About this exercise>
Your job is to set down the stretch of entries that opens with the line containing "font-size:15px; color:#252724; font-weight:700" and closes with the line containing "position:absolute; left:2459px; top:24px;". Keep both end lines, copy each exactly, and add nothing.
[Record extracts]
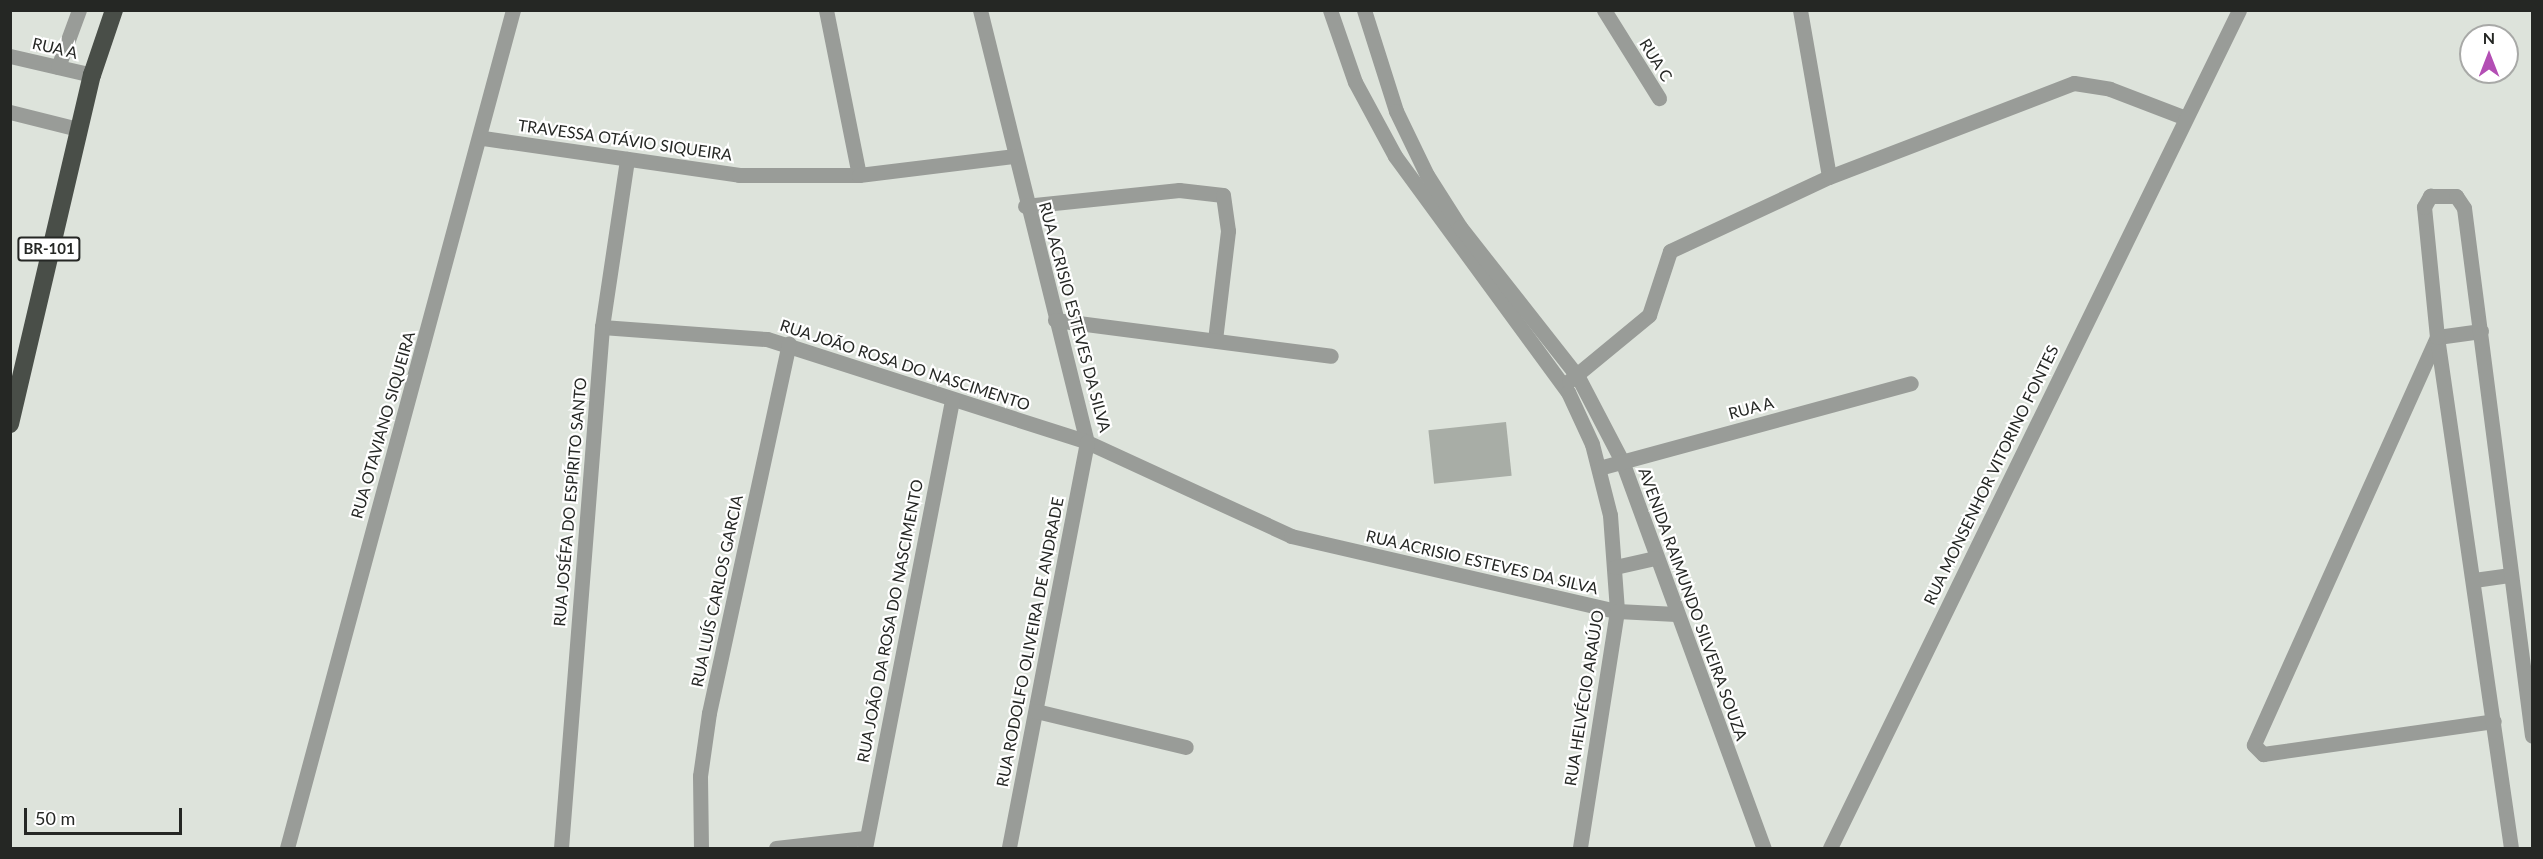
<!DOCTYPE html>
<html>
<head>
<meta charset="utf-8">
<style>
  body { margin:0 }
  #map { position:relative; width:2543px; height:859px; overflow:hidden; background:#dde3db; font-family:Lato,sans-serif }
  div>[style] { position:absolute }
  .building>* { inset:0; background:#a8ada6; transform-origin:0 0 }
  .minor>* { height:15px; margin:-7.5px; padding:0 7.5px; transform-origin:7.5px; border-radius:7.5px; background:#999c98 }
  .highway>* { height:18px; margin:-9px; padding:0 9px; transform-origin:9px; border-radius:9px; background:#494e48 }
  span { translate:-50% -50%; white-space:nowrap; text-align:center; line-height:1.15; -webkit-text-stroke:4.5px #fff; paint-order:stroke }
  .shield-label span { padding:2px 4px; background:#fff; border:2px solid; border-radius:4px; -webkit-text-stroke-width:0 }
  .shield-label { font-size:15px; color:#252724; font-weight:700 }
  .street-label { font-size:16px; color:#252724 }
  .frame { position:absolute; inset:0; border:12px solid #252724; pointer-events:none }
  .north { position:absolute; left:2459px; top:24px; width:60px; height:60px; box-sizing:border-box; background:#fff; border:2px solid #a8a9a7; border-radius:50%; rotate:0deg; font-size:16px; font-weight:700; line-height:24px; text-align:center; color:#252724 }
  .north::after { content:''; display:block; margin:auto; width:21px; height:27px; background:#b34eb4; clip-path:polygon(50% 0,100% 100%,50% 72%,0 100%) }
  .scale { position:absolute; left:24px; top:808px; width:158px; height:27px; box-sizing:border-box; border:3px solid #252724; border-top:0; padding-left:8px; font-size:18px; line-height:21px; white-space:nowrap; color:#252724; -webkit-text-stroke:4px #fff; paint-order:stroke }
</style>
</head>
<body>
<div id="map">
  <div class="building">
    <div style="left:1506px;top:422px;width:54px;height:78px;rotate:84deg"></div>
  </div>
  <div class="minor">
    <div style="left:826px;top:10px;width:168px;rotate:78.7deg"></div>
    <div style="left:980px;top:10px;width:445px;rotate:76.1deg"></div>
    <div style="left:1087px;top:442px;width:225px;rotate:24.7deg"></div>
    <div style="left:1291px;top:536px;width:335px;rotate:13deg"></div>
    <div style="left:1617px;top:611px;width:59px;rotate:2.9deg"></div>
    <div style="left:1330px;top:10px;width:76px;rotate:70.9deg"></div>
    <div style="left:1355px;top:82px;width:84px;rotate:61.6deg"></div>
    <div style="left:1395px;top:156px;width:293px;rotate:53.8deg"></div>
    <div style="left:1568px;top:392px;width:57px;rotate:65.2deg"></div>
    <div style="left:1592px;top:444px;width:73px;rotate:75.8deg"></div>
    <div style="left:1610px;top:515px;width:96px;rotate:85.8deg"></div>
    <div style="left:1617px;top:611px;width:240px;rotate:98.9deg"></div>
    <div style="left:1364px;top:10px;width:106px;rotate:72.4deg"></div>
    <div style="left:1396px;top:111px;width:71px;rotate:64.2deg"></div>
    <div style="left:1427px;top:175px;width:62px;rotate:57.6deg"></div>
    <div style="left:1460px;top:227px;width:191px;rotate:51.8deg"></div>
    <div style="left:1578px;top:377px;width:95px;rotate:62.4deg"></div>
    <div style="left:1622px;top:461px;width:412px;rotate:69.9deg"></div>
    <div style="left:1604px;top:10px;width:104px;rotate:58deg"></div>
    <div style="left:1800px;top:10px;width:169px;rotate:80.1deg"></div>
    <div style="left:10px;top:56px;width:84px;rotate:13deg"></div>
    <div style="left:58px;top:67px;width:61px;rotate:-69.8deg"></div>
    <div style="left:10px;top:112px;width:70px;rotate:14deg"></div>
    <div style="left:483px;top:138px;width:259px;rotate:8.2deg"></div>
    <div style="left:739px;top:175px;width:120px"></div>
    <div style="left:859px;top:175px;width:155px;rotate:-7deg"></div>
    <div style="left:1025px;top:206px;width:155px;rotate:-5.9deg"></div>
    <div style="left:1179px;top:190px;width:44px;rotate:6.5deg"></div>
    <div style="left:1223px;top:195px;width:36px;rotate:82deg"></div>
    <div style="left:1228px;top:231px;width:110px;rotate:96.8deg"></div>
    <div style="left:1055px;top:320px;width:278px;rotate:7.4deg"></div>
    <div style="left:602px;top:327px;width:165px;rotate:4.2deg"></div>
    <div style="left:767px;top:339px;width:336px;rotate:17.8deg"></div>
    <div style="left:1087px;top:442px;width:413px;rotate:100.9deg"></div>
    <div style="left:2481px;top:331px;width:44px;rotate:172.2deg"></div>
    <div style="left:2437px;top:337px;width:447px;rotate:114.2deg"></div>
    <div style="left:2254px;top:745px;width:13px;rotate:45deg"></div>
    <div style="left:2263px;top:754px;width:233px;rotate:-8.1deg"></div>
    <div style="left:1569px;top:381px;width:104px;rotate:-39.5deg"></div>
    <div style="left:1649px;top:315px;width:67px;rotate:-71.8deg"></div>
    <div style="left:1670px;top:251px;width:175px;rotate:-25deg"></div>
    <div style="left:1829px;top:177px;width:262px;rotate:-21deg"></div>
    <div style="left:2074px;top:83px;width:36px;rotate:9deg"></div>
    <div style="left:2110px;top:89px;width:81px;rotate:20.9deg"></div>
    <div style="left:1599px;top:468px;width:323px;rotate:-15.2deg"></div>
    <div style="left:1615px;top:567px;width:41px;rotate:-12.7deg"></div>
    <div style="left:2474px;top:580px;width:37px;rotate:-8deg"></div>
    <div style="left:1036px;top:711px;width:154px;rotate:13.5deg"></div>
    <div style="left:287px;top:848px;width:868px;rotate:-74.91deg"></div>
    <div style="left:561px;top:848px;width:523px;rotate:-85.5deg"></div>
    <div style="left:602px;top:327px;width:170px;rotate:-81.5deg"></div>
    <div style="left:701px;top:848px;width:72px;rotate:-90.8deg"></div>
    <div style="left:700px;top:776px;width:64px;rotate:-81.9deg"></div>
    <div style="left:709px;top:713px;width:378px;rotate:-77.8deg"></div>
    <div style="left:776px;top:848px;width:89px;rotate:-6.5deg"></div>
    <div style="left:865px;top:848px;width:455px;rotate:-79deg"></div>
    <div style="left:1830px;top:848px;width:932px;rotate:-63.98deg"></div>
    <div style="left:2511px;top:848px;width:516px;rotate:-98.24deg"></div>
    <div style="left:2437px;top:337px;width:131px;rotate:-95.7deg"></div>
    <div style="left:2424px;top:207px;width:13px;rotate:-61deg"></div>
    <div style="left:2430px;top:196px;width:26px"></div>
    <div style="left:2456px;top:196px;width:14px;rotate:56deg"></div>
    <div style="left:2464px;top:208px;width:532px;rotate:82.66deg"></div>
  </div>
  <div class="highway">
    <div style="left:10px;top:424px;width:359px;rotate:-76.8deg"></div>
    <div style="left:92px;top:75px;width:69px;rotate:-71.3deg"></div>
  </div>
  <div class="shield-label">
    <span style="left:49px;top:249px">BR-101</span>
  </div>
  <div class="street-label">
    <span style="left:55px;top:48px;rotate:13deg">RUA A</span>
    <span style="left:1656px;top:60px;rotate:58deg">RUA C</span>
    <span style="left:625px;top:140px;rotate:8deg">TRAVESSA OTÁVIO SIQUEIRA</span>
    <span style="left:1075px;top:317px;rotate:75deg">RUA ACRISIO ESTEVES DA SILVA</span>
    <span style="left:905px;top:365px;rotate:18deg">RUA JOÃO ROSA DO NASCIMENTO</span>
    <span style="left:1751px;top:408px;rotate:-15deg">RUA A</span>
    <span style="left:383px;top:425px;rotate:-74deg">RUA OTAVIANO SIQUEIRA</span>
    <span style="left:1991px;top:475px;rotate:-64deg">RUA MONSENHOR VITORINO FONTES</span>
    <span style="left:570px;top:502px;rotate:-85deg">RUA JOSÉFA DO ESPÍRITO SANTO</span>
    <span style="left:1482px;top:562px;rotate:13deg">RUA ACRISIO ESTEVES DA SILVA</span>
    <span style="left:717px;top:591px;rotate:-78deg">RUA LUÍS CARLOS GARCIA</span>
    <span style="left:1693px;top:604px;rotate:70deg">AVENIDA RAIMUNDO SILVEIRA SOUZA</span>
    <span style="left:890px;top:621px;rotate:-79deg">RUA JOÃO DA ROSA DO NASCIMENTO</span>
    <span style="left:1030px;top:642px;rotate:-79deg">RUA RODOLFO OLIVEIRA DE ANDRADE</span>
    <span style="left:1584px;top:698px;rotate:-81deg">RUA HELVÉCIO ARAÚJO</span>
  </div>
  <div class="frame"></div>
  <div class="north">N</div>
  <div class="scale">50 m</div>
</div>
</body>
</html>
[/Record extracts]
Written response>
  .shield-label { font-size:15px; color:#252724; font-weight:700 }
  .street-label { font-size:16px; color:#252724 }
  .frame { position:absolute; inset:0; border:12px solid #252724; pointer-events:none }
  .north { position:absolute; left:2459px; top:24px; width:60px; height:60px; box-sizing:border-box; background:#fff; border:2px solid #a8a9a7; border-radius:50%; rotate:0deg; font-size:16px; font-weight:700; line-height:24px; text-align:center; color:#252724 }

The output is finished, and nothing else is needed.